**DATA SUPPLIED**
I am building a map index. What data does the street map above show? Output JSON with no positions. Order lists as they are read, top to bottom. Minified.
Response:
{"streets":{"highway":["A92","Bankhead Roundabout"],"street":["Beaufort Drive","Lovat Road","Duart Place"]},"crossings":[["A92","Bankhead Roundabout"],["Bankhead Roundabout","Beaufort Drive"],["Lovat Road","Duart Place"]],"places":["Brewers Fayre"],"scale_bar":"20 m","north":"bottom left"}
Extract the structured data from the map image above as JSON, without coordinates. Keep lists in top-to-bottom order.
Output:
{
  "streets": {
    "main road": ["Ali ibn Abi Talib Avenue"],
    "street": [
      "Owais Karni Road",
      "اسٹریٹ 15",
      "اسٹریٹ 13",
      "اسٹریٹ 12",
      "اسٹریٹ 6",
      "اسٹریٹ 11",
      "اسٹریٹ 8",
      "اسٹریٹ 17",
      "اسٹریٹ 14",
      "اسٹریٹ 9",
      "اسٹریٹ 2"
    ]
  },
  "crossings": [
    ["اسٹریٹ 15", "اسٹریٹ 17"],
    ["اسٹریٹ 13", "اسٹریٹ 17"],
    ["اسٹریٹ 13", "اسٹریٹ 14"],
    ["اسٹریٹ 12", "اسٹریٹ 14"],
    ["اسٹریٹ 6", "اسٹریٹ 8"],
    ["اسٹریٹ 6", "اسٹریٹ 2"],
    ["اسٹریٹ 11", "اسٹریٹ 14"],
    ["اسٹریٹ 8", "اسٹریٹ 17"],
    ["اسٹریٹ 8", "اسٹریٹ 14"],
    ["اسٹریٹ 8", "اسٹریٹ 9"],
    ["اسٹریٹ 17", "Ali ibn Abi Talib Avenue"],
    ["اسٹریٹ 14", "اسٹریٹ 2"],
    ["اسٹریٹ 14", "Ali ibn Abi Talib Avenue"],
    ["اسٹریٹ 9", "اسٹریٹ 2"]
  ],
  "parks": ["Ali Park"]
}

**ACTIVITY**
Copy out the lines of the data where the string "above" occurs.

**EXERCISE SOLUTION**
I am building a map index. What data does the street map above show? Output JSON with no positions. Order lists as they are read, top to bottom. Minified.
Extract the structured data from the map image above as JSON, without coordinates. Keep lists in top-to-bottom order.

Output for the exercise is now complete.